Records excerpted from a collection
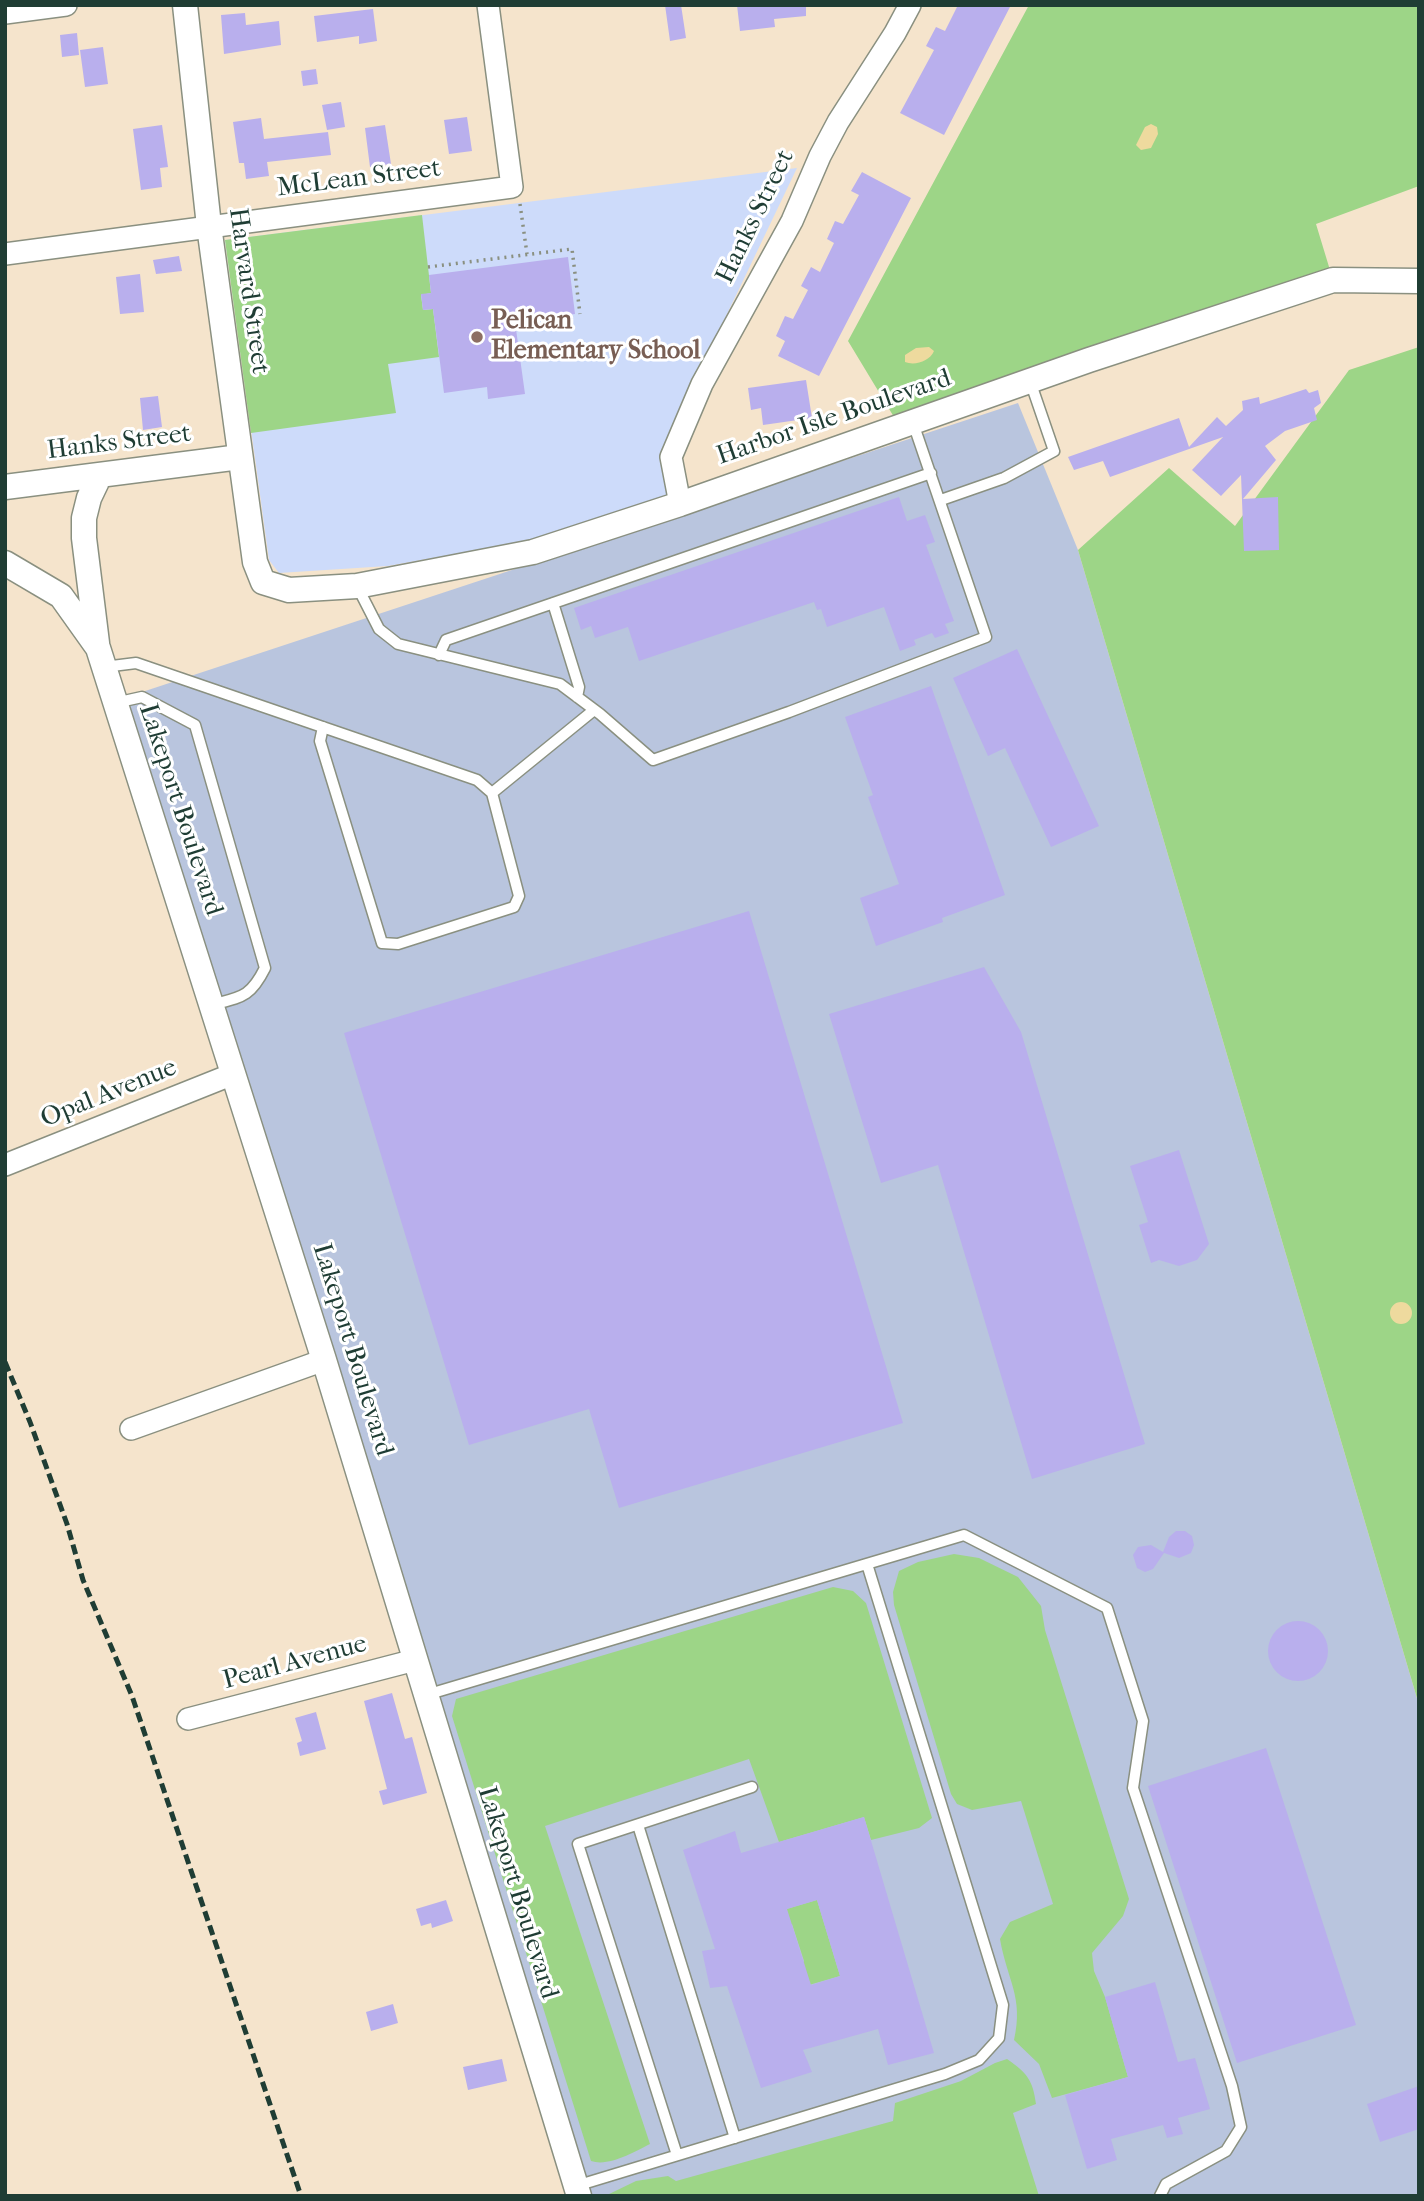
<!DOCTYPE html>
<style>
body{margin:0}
#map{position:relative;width:1424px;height:2201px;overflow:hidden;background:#f5e4cc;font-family:"IM FELL French Canon",serif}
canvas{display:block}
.frame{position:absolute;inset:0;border:7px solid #1f3d34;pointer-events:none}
</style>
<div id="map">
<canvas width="1424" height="2201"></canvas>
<div class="frame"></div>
</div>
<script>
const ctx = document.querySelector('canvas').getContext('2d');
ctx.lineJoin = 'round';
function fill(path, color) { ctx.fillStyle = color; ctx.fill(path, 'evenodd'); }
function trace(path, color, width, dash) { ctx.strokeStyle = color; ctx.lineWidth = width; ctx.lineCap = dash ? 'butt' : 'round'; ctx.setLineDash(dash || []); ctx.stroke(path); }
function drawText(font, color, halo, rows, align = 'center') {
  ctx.font = font + ' "IM FELL French Canon",serif'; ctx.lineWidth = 6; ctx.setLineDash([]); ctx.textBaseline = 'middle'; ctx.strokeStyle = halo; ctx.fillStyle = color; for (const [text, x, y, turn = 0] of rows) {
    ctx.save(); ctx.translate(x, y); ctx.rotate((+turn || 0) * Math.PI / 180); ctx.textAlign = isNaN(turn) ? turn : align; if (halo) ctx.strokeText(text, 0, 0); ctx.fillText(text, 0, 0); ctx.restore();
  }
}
fill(new Path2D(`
 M 797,168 L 660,454 L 667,495 L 527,541 L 388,566 L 279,573 L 269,560 L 225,240 Z`), '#cddbfa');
fill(new Path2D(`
 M 1018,403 L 1078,550 L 1419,1705 L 1419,2196 L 592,2196 L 127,697 Z`), '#b9c5de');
fill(new Path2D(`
 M 1029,5 L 1419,5 L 1419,186 L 1316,224 L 1333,280 L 900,427 L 848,341 Z
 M 422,215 L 431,293 L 421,295 L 423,310 L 433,309 L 439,357 L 388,364 L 396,413 L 251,433 L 225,240 Z
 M 1419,347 L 1419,1705 L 1078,550 L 1169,468 L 1235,526 L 1349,370 Z
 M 954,1554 L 979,1558 L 1018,1577 L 1041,1606 L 1045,1630 L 1129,1899 L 1123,1916 L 1092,1953 L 1094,1971 L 1105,1997 L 1128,2077 L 1052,2098 L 1039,2064 L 1014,2040 C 1024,1997 1007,1980 1000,1939 L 1010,1922 L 1053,1904 L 1021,1801 L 972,1810 L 957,1804 L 951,1794 L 894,1605 L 893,1592 L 899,1571 L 918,1562 Z
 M 833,1587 L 853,1591 L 866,1603 L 932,1818 L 919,1828 L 871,1840 L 864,1817 L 779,1842 L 749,1759 L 545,1826 L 650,2144 C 634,2152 609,2167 591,2161 L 452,1716 L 456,1699 Z
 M 817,1900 L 840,1976 L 785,1992 L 804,1961 L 792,1924 L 771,1930 L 766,1915 Z
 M 1007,2059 C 1027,2073 1033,2080 1036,2104 L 1013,2113 L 1039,2196 L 605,2196 L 636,2181 L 668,2176 L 676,2181 L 893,2121 L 895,2103 L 961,2081 L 995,2063 Z`), '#9dd587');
fill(new Path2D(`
 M 1151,124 L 1157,127 L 1158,134 L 1151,148 L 1141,150 L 1136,145 L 1145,127 Z
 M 929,347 L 934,351 C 930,361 915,366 905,362 L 905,355 L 916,348 Z
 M1390 1313a11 11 0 1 1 22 0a11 11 0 1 1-22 0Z`), '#eeda9e');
fill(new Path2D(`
 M 665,5 L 681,5 L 686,38 L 670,41 Z
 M 737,5 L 806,5 L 806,16 L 774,19 L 775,27 L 740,31 Z
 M 958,5 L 1011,5 L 944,135 L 900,113 L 934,50 L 926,46 L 936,27 L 945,31 Z
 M 373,9 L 377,41 L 359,44 L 359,36 L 317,42 L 314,16 Z
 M 245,13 L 246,25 L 279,21 L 281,45 L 224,54 L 221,15 Z
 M 77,33 L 79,55 L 62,57 L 60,35 Z
 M 103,47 L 108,84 L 85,87 L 80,50 Z
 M 316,69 L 318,84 L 303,86 L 301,71 Z
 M 341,102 L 345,127 L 327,130 L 322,105 Z
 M 467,117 L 472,151 L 449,154 L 444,120 Z
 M 261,118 L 264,139 L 328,132 L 331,155 L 267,162 L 269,176 L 246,179 L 244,163 L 239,163 L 233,122 Z
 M 162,125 L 168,167 L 160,168 L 162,187 L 141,190 L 133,129 Z
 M 385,125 L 391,164 L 370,167 L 365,128 Z
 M 862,172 L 911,198 L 819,376 L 778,356 L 785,341 L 776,336 L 785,316 L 793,319 L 808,290 L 801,286 L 811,267 L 820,272 L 834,243 L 827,239 L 835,221 L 843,224 L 859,195 L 851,191 Z
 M 179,256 L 182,271 L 156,274 L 153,260 Z
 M 568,257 L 575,314 L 515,322 L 525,394 L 488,399 L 487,387 L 444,393 L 433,309 L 423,310 L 421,294 L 431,293 L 429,275 Z
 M 140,274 L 144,312 L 120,314 L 116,277 Z
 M 806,380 L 812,418 L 763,425 L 761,408 L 751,410 L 748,388 Z
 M 1306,389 L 1309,393 L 1318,390 L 1321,403 L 1314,408 L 1317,420 L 1285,431 L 1265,446 L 1276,460 L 1243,499 L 1278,497 L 1279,550 L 1244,551 L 1241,475 L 1221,496 L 1192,470 L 1223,437 L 1110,477 L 1103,461 L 1074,470 L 1068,457 L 1179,418 L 1189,447 L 1217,417 L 1226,426 L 1243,410 L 1242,401 L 1259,397 L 1260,404 Z
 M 158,396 L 162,427 L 143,430 L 140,398 Z
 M 899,497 L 907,521 L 925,515 L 935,542 L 926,545 L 954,621 L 945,624 L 949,633 L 935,638 L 932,633 L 914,640 L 916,645 L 900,651 L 884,607 L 827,627 L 821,609 L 817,610 L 814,602 L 639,661 L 628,627 L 595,638 L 591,626 L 581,630 L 574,608 Z
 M 1017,649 L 1099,826 L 1051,847 L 1005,748 L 988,756 L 953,678 Z
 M 931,686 L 1005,895 L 942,918 L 943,922 L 876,946 L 860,898 L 899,884 L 868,797 L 873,795 L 845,717 Z
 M 749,911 L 903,1423 L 619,1508 L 589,1409 L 469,1445 L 344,1033 Z
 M 984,967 L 1021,1032 L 1145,1444 L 1032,1479 L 938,1165 L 881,1183 L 829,1014 Z
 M 1179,1150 L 1209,1244 L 1197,1260 L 1179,1266 L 1159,1260 L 1151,1263 L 1139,1225 L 1148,1222 L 1130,1166 Z
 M 1176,1531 L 1185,1531 L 1192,1536 L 1194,1545 L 1191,1553 L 1179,1558 L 1164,1553 L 1153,1569 L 1145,1572 L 1137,1568 L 1133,1555 L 1138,1547 L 1151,1545 L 1163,1552 L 1169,1537 Z
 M1268 1651a30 30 0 1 1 60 0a30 30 0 1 1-60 0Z
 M 392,1693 L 405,1739 L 412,1737 L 427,1793 L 383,1805 L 379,1791 L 387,1789 L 364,1701 Z
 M 316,1712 L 326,1749 L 300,1756 L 297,1743 L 302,1741 L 295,1718 Z
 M 1266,1748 L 1356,2025 L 1237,2063 L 1148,1786 Z
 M 864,1817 L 934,2053 L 888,2065 L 878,2029 L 803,2050 L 812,2072 L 761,2088 L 727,1986 L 710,1988 L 702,1951 L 715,1949 L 683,1850 L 735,1831 L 741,1853 ZM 817,1900 L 840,1976 L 811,1985 L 787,1909 Z
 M 446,1900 L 453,1921 L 432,1928 L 431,1923 L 421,1926 L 416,1909 Z
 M 1155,1982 L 1178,2062 L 1195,2058 L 1210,2109 L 1178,2118 L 1183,2134 L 1167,2138 L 1163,2125 L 1111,2139 L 1117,2160 L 1087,2169 L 1065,2095 L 1128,2077 L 1105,1997 Z
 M 393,2004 L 398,2023 L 371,2031 L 366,2012 Z
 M 502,2059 L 507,2081 L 468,2090 L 463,2067 Z
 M 1419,2086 L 1419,2129 L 1380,2142 L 1367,2104 Z`), '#b9afed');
const service = new Path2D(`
 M 941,500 L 1004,478 L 1054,451 L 1030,381
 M 357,586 L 379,629 L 398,644 L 560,684 L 600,714 L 653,760 L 789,712 L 986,637 L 913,423
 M 553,603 L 579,687 L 577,697
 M 439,655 L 446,640 L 931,473
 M 104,667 L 136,663 L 477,780 L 492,793 L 519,896 L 514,907 L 398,944 L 382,943 L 320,741 L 323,727
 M 115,703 L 142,697 L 195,725 L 265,968 C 250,998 241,997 211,1005
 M 492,793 L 594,710
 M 426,1695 L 964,1535 L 1107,1608 L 1143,1721 L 1133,1788 L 1232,2086 L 1241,2127 L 1226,2151 L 1166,2184 L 1160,2196
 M 638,1825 L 735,2138
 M 677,2155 L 578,1844 L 752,1787
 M 576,2186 L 945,2074 L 979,2060 L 999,2038 L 1003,2005 L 867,1564`);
const minor = new Path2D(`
 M 5,13 L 66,5
 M 5,254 L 512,187 L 488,5
 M 680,504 L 671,457 L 702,384 L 792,221 L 820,156 L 838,122 L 895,33 L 910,5
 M 5,1165 L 233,1074
 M 131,1429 L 324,1360
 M 188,1719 L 415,1660`);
const tertiary = new Path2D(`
 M 185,5 L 209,226 L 255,562 L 263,582 L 289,590 L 357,586 L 533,552 L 680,504 L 1089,360 L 1333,280 L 1419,281
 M 5,487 L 240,457
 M 5,563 L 61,596 L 98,648 L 324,1360 L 579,2196
 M 97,643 L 84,538 L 84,518 L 89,498 L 100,475`);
trace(service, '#8a9080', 13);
trace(minor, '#8a9080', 24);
trace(tertiary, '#8a9080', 27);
trace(new Path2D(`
 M 520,204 L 527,254
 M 428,267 L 572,249 L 580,314`), '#8a9080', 3.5, [2, 5]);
trace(service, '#fff', 10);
trace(minor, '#fff', 21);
trace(tertiary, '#fff', 24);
trace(new Path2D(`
 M 5,1362 L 30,1422 L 67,1524 L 83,1580 L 132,1696 L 301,2196`), '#1f3d34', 5, [10, 5]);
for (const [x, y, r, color] of [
 [477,337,7,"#8d6e63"]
]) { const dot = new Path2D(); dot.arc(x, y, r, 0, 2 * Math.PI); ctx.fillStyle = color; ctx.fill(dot); trace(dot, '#fff', 2.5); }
drawText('26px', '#1f3d34', '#fff', [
 ["McLean Street",359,179,-7],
 ["Hanks Street",756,217,-64],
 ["Harvard Street",248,291,82],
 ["Harbor Isle Boulevard",834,418,-19],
 ["Hanks Street",119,443,-7],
 ["Lakeport Boulevard",180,810,72],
 ["Opal Avenue",109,1094,-22],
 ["Lakeport Boulevard",352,1350,73],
 ["Pearl Avenue",295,1663,-15],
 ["Lakeport Boulevard",517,1893,73]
]);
drawText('bold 26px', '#785e54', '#fff', [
 ["Pelican",491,322],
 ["Elementary School",491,352]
], 'left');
</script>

TASK DETAILS
Begin with the line that contains "M 520,204 L 527,254" and end with the last line of the records; set down every line in that span exactly, and nothing else.

RESPONSE AREA
 M 520,204 L 527,254
 M 428,267 L 572,249 L 580,314`), '#8a9080', 3.5, [2, 5]);
trace(service, '#fff', 10);
trace(minor, '#fff', 21);
trace(tertiary, '#fff', 24);
trace(new Path2D(`
 M 5,1362 L 30,1422 L 67,1524 L 83,1580 L 132,1696 L 301,2196`), '#1f3d34', 5, [10, 5]);
for (const [x, y, r, color] of [
 [477,337,7,"#8d6e63"]
]) { const dot = new Path2D(); dot.arc(x, y, r, 0, 2 * Math.PI); ctx.fillStyle = color; ctx.fill(dot); trace(dot, '#fff', 2.5); }
drawText('26px', '#1f3d34', '#fff', [
 ["McLean Street",359,179,-7],
 ["Hanks Street",756,217,-64],
 ["Harvard Street",248,291,82],
 ["Harbor Isle Boulevard",834,418,-19],
 ["Hanks Street",119,443,-7],
 ["Lakeport Boulevard",180,810,72],
 ["Opal Avenue",109,1094,-22],
 ["Lakeport Boulevard",352,1350,73],
 ["Pearl Avenue",295,1663,-15],
 ["Lakeport Boulevard",517,1893,73]
]);
drawText('bold 26px', '#785e54', '#fff', [
 ["Pelican",491,322],
 ["Elementary School",491,352]
], 'left');
</script>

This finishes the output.